■ **Work required**
Output the full listing below exactly as it reads, and skip anything that is a picture.

══════════════════════════════

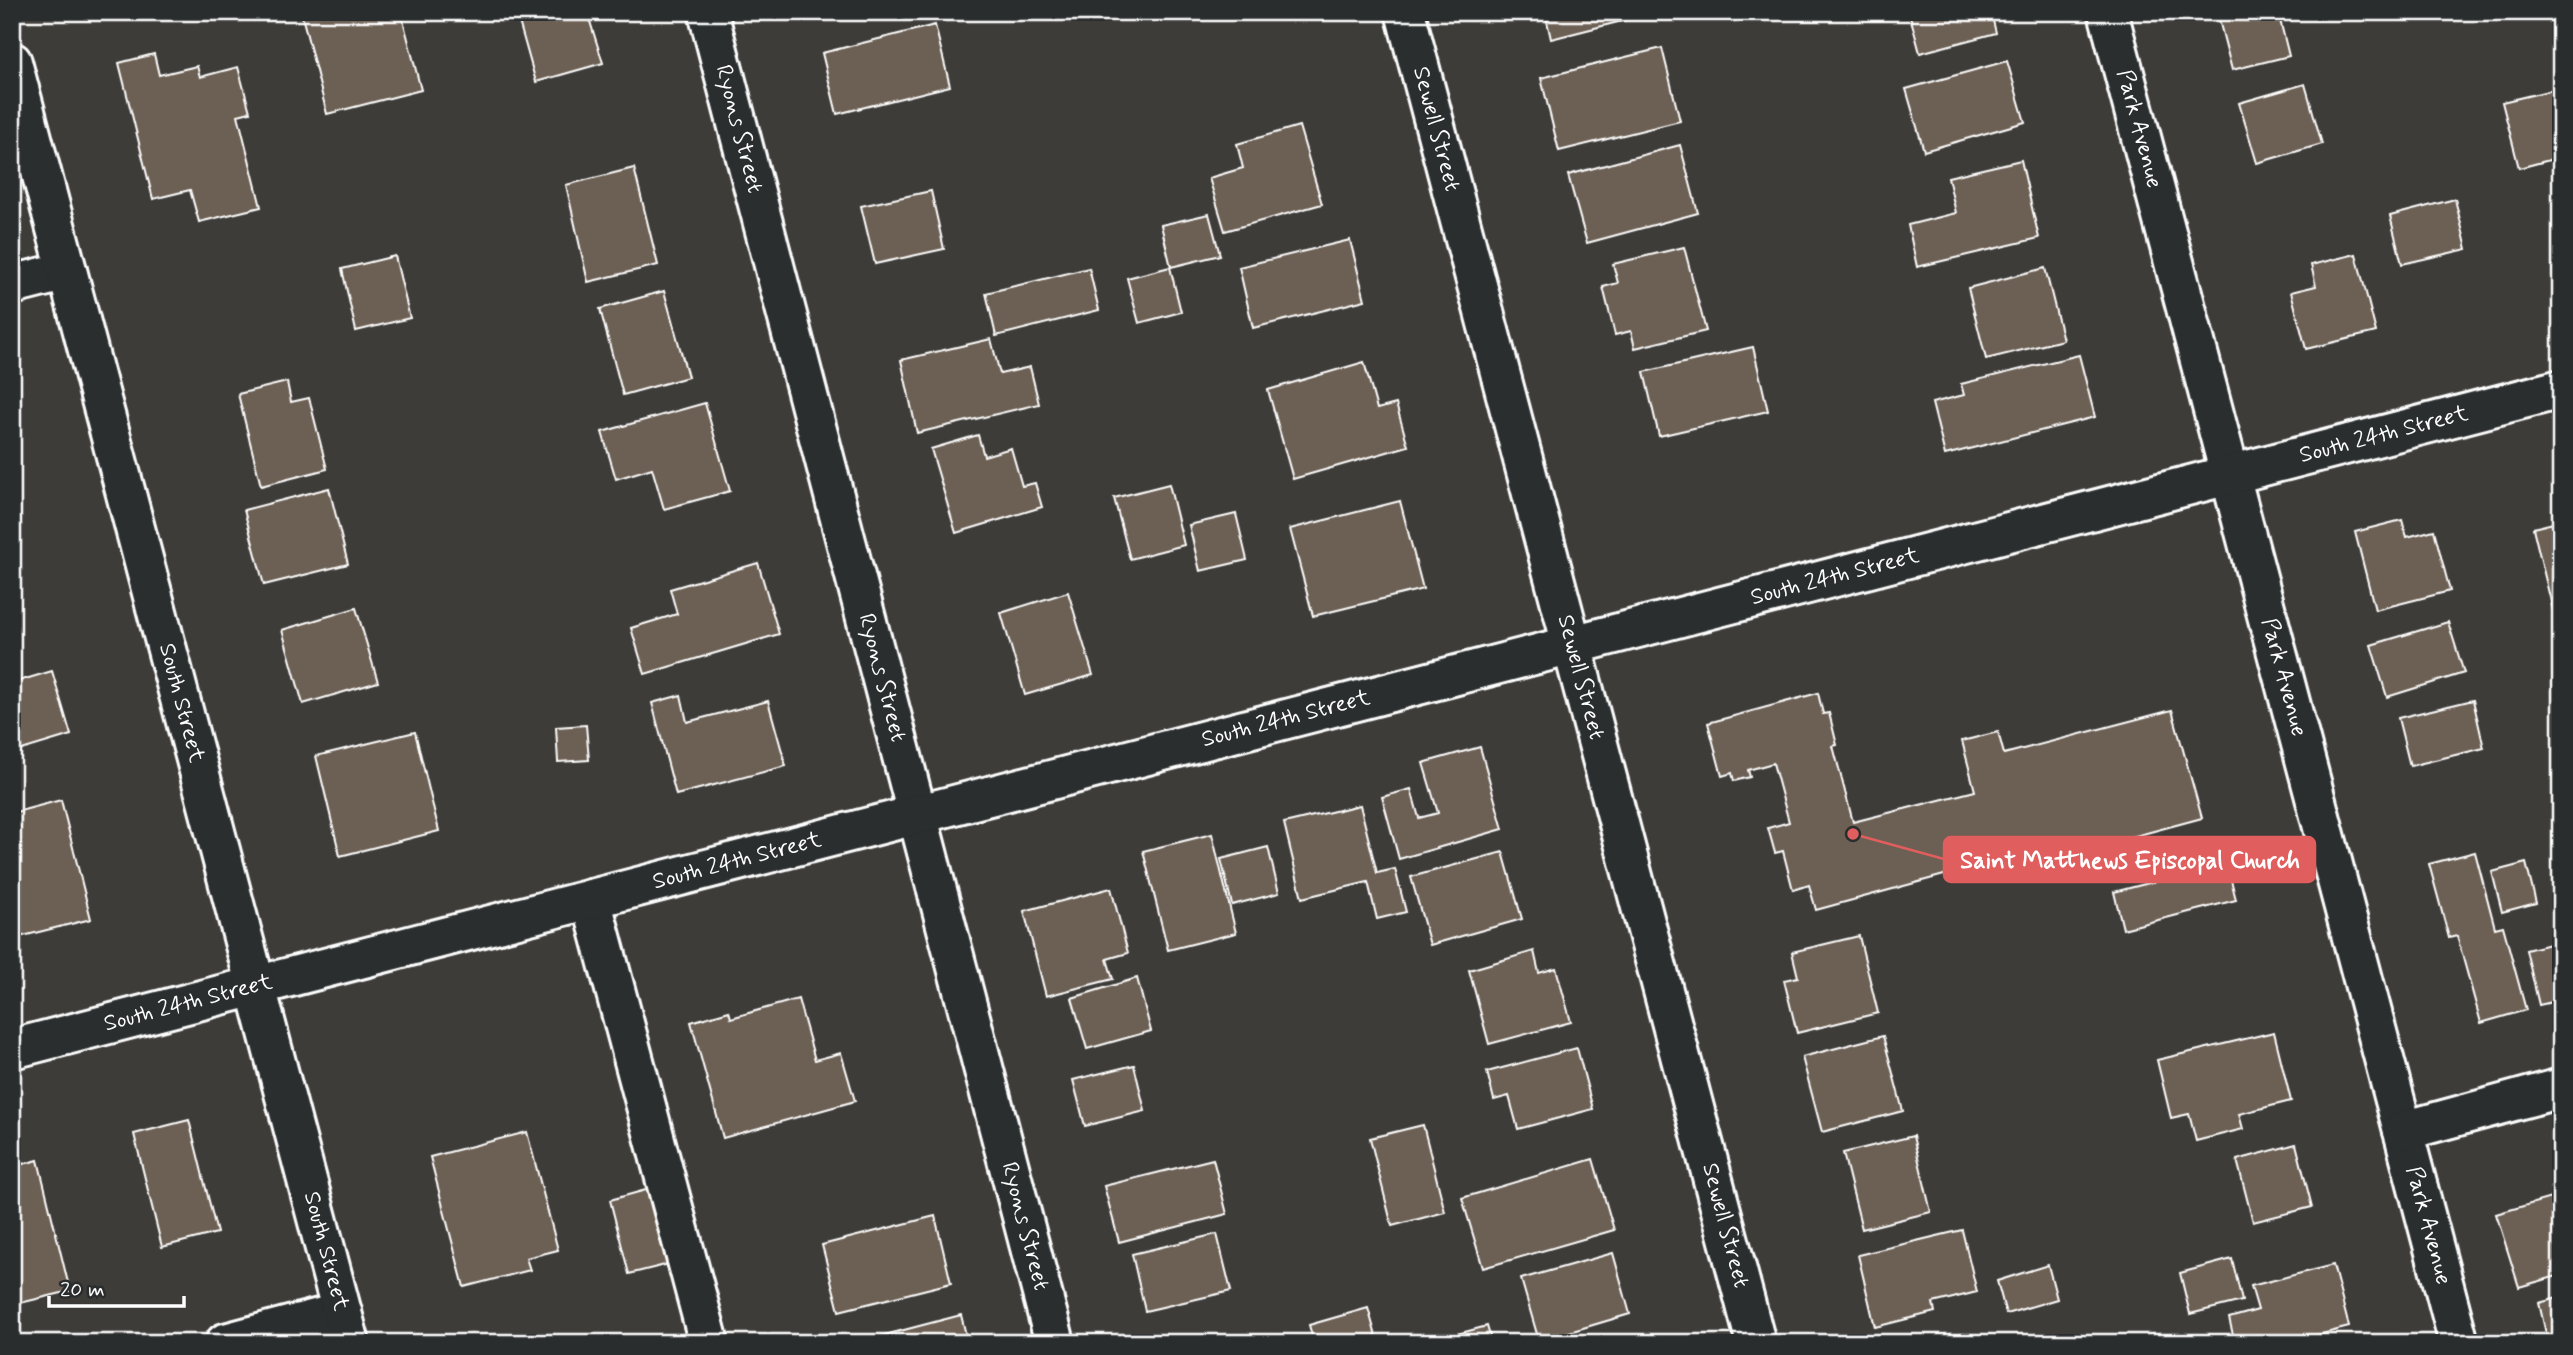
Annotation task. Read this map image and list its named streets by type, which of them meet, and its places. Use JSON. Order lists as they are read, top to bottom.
{
  "streets": {
    "street": [
      "Ryons Street",
      "Sewell Street",
      "Park Avenue",
      "South 24th Street",
      "South Street"
    ]
  },
  "crossings": [
    ["Ryons Street", "South 24th Street"],
    ["Sewell Street", "South 24th Street"],
    ["Park Avenue", "South 24th Street"],
    ["South 24th Street", "South Street"]
  ],
  "places": ["Saint Matthews Episcopal Church"],
  "scale_bar": "20 m"
}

══════════════════════════════

■ **Exercise output**
Annotation task. Read this map image and list its named streets by type, which of them meet, and its places. Use JSON. Order lists as they are read, top to bottom.
{
  "streets": {
    "street": [
      "Ryons Street",
      "Sewell Street",
      "Park Avenue",
      "South 24th Street",
      "South Street"
    ]
  },
  "crossings": [
    ["Ryons Street", "South 24th Street"],
    ["Sewell Street", "South 24th Street"],
    ["Park Avenue", "South 24th Street"],
    ["South 24th Street", "South Street"]
  ],
  "places": ["Saint Matthews Episcopal Church"],
  "scale_bar": "20 m"
}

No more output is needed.